Look, diabetes is a blame game in society. We all experience this to some degree. What hurts is when people you love, who you’ve explained this to a million times before, take the cop-out option here. It’s easy to shrug pump problems or whatever it may be off on the user, the person with diabetes. None of us should ever have to defend actions we take to preserve our health, however unconventional they may be.

What I really want to say to you is that we both love each other. I do not want to keep rehashing the difficult stuff. You should inherently respect the decisions that I make regarding my own health. I may never know exactly why my pump problems happened, but they did. And every doctor and nurse involved came to the same conclusion: the issue was not caused by me, but by the product. I don’t want to have to prove it to you over and over again.  I have moved forward, and I would like you to move along with me.

 

“I’ve learned a lot from watching you handle your degenerative disease.”

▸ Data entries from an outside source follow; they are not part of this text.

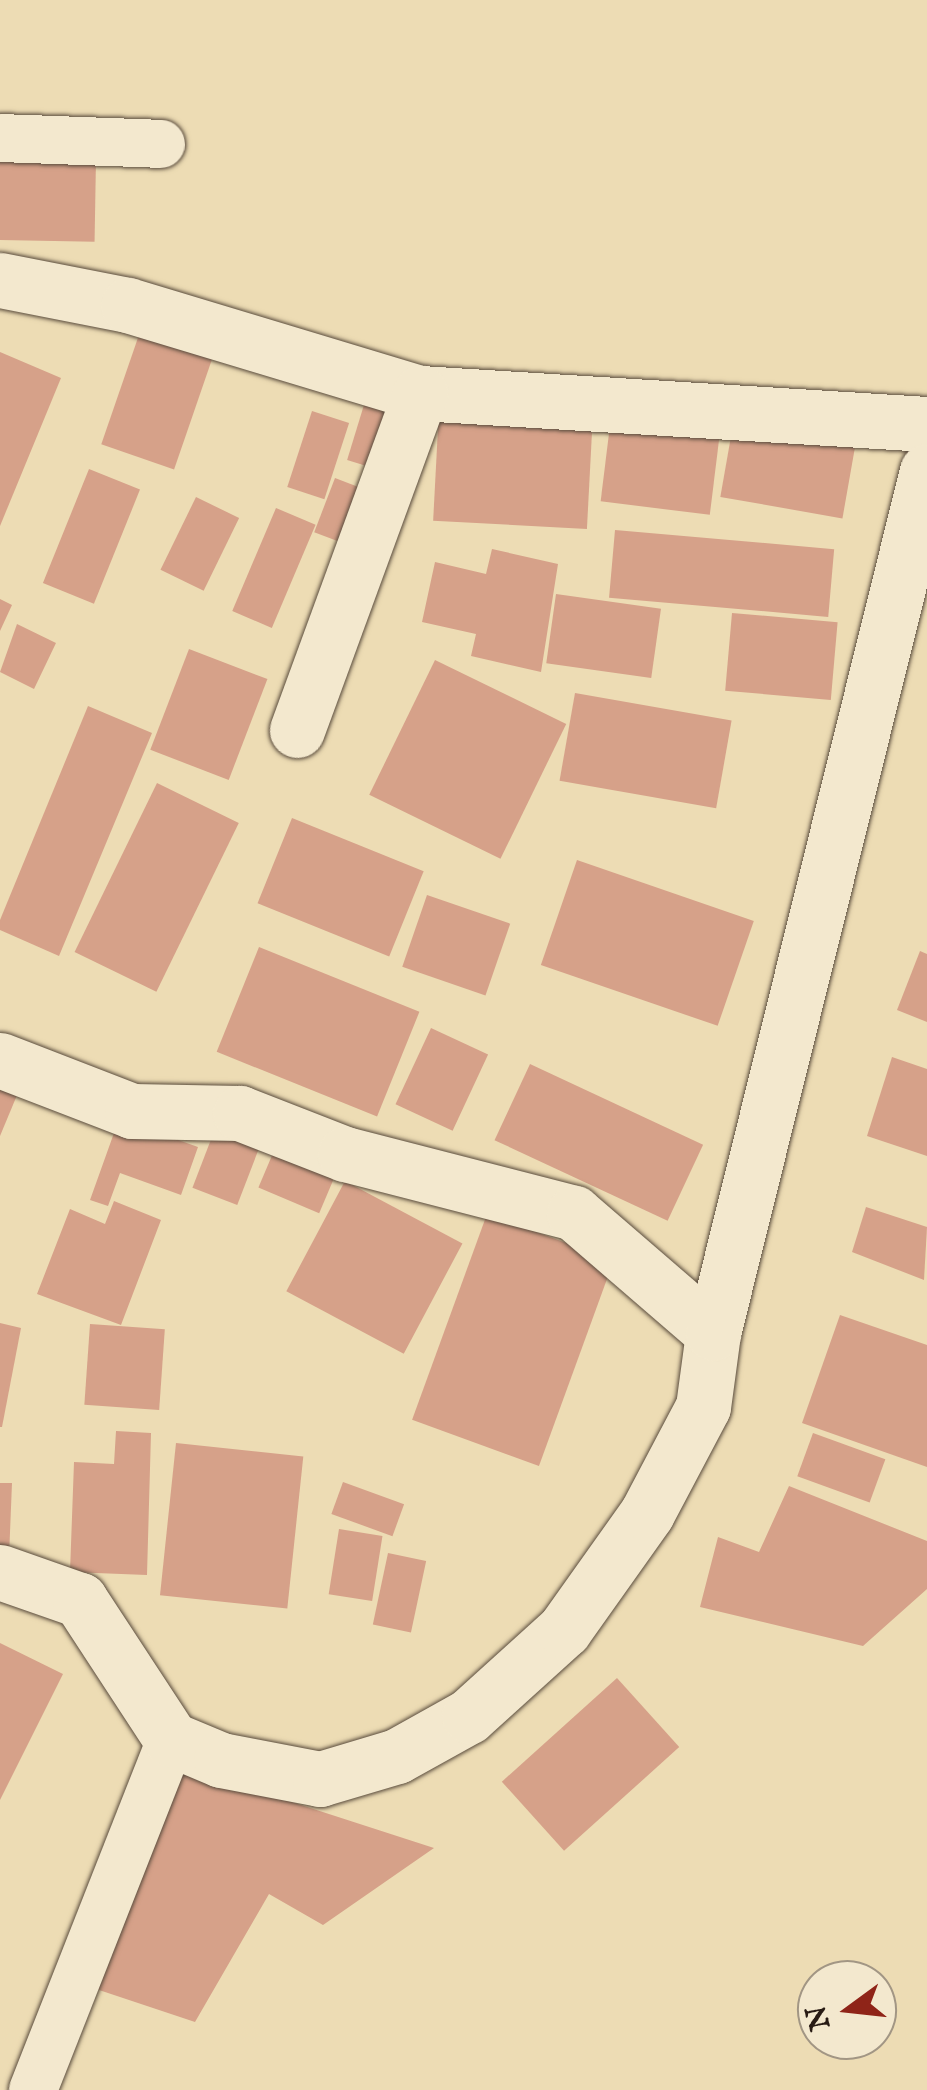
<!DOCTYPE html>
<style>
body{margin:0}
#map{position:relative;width:927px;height:2090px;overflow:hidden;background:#eddcb4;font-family:"IM FELL English",serif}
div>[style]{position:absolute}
.building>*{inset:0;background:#d6a189;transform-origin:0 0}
.roads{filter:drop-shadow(0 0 2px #594b3c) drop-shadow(0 0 2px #594b3c)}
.lane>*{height:48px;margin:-24px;padding:0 24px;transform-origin:24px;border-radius:24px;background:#f3e8ce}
.street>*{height:55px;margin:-27.5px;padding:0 27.5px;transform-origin:27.5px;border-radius:27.5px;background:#f3e8ce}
span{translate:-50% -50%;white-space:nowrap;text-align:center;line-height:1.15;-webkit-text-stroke:10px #f3e8ce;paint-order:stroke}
.north{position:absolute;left:797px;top:1960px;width:100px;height:100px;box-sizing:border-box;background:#f3e8ce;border:2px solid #a29684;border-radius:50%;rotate:255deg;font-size:28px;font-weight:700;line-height:40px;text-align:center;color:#281b14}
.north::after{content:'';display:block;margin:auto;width:35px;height:45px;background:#8f2418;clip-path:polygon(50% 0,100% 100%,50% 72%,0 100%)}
</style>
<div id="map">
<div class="building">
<div style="left:0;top:158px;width:96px;height:82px;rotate:1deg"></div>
<div style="left:141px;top:329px;width:77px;height:122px;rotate:19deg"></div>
<div style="clip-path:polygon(0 352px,61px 378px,0 526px)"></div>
<div style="left:367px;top:395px;width:38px;height:68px;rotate:17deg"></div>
<div style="left:439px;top:409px;width:154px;height:112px;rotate:3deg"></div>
<div style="left:312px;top:411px;width:39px;height:80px;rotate:18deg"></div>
<div style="left:611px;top:417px;width:110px;height:85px;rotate:7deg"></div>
<div style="left:733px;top:425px;width:124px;height:73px;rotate:10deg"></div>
<div style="left:89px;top:469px;width:55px;height:123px;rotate:22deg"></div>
<div style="left:335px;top:478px;width:39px;height:58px;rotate:21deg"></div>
<div style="left:196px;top:497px;width:48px;height:81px;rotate:26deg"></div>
<div style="left:276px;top:508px;width:43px;height:112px;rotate:23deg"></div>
<div style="left:615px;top:530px;width:220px;height:68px;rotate:5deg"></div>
<div style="clip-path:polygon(492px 549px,558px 564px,541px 672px,471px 656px,476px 634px,422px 622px,435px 562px,486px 574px)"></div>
<div style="left:556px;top:594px;width:106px;height:70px;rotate:8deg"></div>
<div style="clip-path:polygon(0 599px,12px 605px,0 631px)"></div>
<div style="left:732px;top:613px;width:106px;height:78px;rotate:5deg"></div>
<div style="clip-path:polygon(17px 624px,56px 643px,34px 689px,0 672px)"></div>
<div style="left:189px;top:649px;width:84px;height:108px;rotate:21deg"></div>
<div style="left:435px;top:660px;width:146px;height:150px;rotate:26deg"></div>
<div style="left:575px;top:693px;width:159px;height:89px;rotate:10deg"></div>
<div style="clip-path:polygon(88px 706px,152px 733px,59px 956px,0 930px,0 920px)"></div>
<div style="left:157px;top:783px;width:91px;height:188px;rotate:26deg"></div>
<div style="left:292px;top:818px;width:142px;height:92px;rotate:22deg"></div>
<div style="left:577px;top:860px;width:187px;height:111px;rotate:19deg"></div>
<div style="left:427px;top:895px;width:88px;height:76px;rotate:19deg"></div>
<div style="left:259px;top:947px;width:173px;height:113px;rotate:22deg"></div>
<div style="clip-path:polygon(920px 951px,927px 954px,927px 1022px,897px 1010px)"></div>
<div style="left:431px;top:1028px;width:63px;height:84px;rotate:25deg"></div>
<div style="clip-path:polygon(892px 1057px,927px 1069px,927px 1156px,867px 1136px)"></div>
<div style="left:530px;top:1064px;width:191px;height:84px;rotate:25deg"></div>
<div style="clip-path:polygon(0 1080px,20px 1088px,0 1136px)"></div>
<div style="clip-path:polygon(119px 1119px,198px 1147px,181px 1195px,120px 1173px,108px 1206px,90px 1200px)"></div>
<div style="left:215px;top:1129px;width:48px;height:63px;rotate:21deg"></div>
<div style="left:276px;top:1146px;width:66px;height:45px;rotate:23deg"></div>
<div style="left:345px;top:1181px;width:133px;height:125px;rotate:28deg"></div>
<div style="clip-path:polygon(114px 1201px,161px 1220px,121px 1325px,37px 1294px,70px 1209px,105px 1224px)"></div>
<div style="clip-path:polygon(866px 1207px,927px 1227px,924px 1280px,852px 1252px)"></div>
<div style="left:487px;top:1214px;width:135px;height:219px;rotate:20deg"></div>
<div style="clip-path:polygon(840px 1315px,927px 1345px,927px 1467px,802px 1423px)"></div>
<div style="clip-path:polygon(0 1323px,21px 1328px,2px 1427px,0 1427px)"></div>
<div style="left:90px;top:1324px;width:75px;height:81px;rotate:4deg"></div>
<div style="clip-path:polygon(116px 1431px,151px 1433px,147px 1575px,70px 1572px,74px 1462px,114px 1464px)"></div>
<div style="left:813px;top:1433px;width:77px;height:46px;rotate:20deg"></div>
<div style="left:176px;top:1443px;width:128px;height:153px;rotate:6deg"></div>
<div style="left:343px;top:1482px;width:65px;height:34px;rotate:20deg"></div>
<div style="clip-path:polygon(0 1483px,12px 1483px,9px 1557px,0 1556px)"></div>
<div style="clip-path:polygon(789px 1486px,927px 1541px,927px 1589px,863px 1646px,700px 1607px,718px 1537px,759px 1552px)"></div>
<div style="left:339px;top:1529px;width:44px;height:66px;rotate:9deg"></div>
<div style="left:388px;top:1553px;width:39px;height:73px;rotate:12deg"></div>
<div style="clip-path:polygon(0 1643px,63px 1674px,0 1800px)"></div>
<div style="left:617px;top:1678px;width:93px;height:155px;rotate:48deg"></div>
<div style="clip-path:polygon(184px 1767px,434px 1848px,323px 1925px,269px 1894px,195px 2022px,93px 1988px)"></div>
</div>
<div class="roads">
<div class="lane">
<div style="left:0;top:138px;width:161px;rotate:2.1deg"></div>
<div style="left:33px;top:2090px;width:377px;rotate:-68.5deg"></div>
</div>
<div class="street">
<div style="left:0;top:280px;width:130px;rotate:11.1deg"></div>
<div style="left:128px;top:305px;width:305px;rotate:16.8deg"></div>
<div style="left:420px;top:393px;width:508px;rotate:3.5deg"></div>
<div style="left:297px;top:730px;width:359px;rotate:-69.9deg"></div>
<div style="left:0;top:1060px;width:142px;rotate:21.1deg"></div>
<div style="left:132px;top:1111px;width:108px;rotate:1.1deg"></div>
<div style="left:240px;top:1113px;width:113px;rotate:21.3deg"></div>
<div style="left:345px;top:1154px;width:236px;rotate:14.4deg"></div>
<div style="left:574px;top:1213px;width:184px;rotate:40.8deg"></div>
<div style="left:0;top:1572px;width:85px;rotate:19.3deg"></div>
<div style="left:80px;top:1600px;width:166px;rotate:56.8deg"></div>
<div style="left:171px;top:1739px;width:54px;rotate:22.8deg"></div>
<div style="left:221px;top:1760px;width:101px;rotate:10.9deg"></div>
<div style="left:320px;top:1779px;width:80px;rotate:-16.6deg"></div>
<div style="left:397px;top:1756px;width:82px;rotate:-29.1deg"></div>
<div style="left:469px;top:1716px;width:128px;rotate:-42.2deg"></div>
<div style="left:564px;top:1630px;width:143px;rotate:-54.6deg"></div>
<div style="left:647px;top:1513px;width:120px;rotate:-62.2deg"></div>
<div style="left:703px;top:1407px;width:75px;rotate:-82.3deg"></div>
<div style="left:713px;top:1333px;width:888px;rotate:-76.06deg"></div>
</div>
</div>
<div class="north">N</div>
</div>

Who said it’s degenerative? Not me.

Sure, there’s the term “complications” which none of us like to hear. But the good news with diabetes is that it doesn’t always have to be “degenerative.” We have a lot of tools in our toolboxes at this stage of the game. These tools enable us to potentially live better than those with diabetes in the past may have lived.

Diabetes will never be a walk in the park, for me at least, but I refuse to go down without a fight. And I also know that if it does become “degenerative,” it is not my fault. It will hurt, yes, but it is not my fault. There are too many outside factors that affect diabetes to hold myself solely accountable. For starters, I’m snitching on faulty islet cells, stress, hormones, inaccurate carb counts, exercise, not enough exercise, and many more variables which are all guilty as charged. But heck, there’s nothing “degenerative” about a heart and soul that refuses to stop fighting the good fight- whether we are speaking about diabetes or any other challenge. Keep doing your thing, #doc.

 

“If I were managing someone else’s diabetes and could take insulin freely with no personal repercussions [hypos and hypers] experienced, I’d be a good diabetic.” -Me

“Are you aware of your language?” –My doctor

What? I didn’t swear, did I?

“Good diabetic” and “bad diabetic” don’t exist. There is the diabetic, or the person with diabetes, or whatever you choose to call yourself. There is the human being, who is more than diabetes. But let’s lose the self-destructive adjectives. There is only the doing-the-best-I-can-diabetic.

 

“Camping. Soccer in Montreal. St. Patrick’s Day Parade. There are so many things that I still want to do with you.”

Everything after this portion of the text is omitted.